Source records:
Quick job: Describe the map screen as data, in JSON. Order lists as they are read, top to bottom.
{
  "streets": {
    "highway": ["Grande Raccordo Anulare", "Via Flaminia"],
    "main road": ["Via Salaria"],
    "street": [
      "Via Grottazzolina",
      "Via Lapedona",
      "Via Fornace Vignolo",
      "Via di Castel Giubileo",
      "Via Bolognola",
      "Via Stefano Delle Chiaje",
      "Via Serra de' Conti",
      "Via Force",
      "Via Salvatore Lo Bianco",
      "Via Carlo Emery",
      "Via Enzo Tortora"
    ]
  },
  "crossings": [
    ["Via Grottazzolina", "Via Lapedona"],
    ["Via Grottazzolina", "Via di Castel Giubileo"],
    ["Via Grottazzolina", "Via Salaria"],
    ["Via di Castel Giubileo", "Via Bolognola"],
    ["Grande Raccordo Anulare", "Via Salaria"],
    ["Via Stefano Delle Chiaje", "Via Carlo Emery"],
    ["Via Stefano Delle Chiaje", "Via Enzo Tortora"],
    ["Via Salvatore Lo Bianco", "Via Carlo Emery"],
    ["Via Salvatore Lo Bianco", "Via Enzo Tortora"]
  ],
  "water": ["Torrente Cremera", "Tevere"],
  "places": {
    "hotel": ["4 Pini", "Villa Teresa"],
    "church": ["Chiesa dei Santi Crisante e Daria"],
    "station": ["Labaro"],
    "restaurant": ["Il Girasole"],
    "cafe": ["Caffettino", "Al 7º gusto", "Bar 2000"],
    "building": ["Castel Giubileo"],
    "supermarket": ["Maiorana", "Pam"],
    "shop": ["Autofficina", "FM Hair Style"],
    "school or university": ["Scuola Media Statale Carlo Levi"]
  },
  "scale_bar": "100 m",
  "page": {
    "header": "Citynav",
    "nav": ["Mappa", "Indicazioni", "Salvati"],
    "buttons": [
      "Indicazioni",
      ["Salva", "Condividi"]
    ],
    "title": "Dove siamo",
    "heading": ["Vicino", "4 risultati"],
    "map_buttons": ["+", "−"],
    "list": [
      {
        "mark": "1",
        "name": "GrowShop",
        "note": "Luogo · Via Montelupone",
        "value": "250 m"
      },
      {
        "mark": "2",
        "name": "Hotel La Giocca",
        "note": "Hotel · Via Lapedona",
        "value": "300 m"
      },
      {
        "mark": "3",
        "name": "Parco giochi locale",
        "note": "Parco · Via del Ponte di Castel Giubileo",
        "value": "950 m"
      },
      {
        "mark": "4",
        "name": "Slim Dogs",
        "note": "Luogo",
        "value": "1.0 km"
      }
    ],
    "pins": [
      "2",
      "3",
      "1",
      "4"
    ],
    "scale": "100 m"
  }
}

> [About this task]: Pull every line with the word "Enzo" from the data.

> [Written solution]:
      "Via Enzo Tortora"
    ["Via Stefano Delle Chiaje", "Via Enzo Tortora"],
    ["Via Salvatore Lo Bianco", "Via Enzo Tortora"]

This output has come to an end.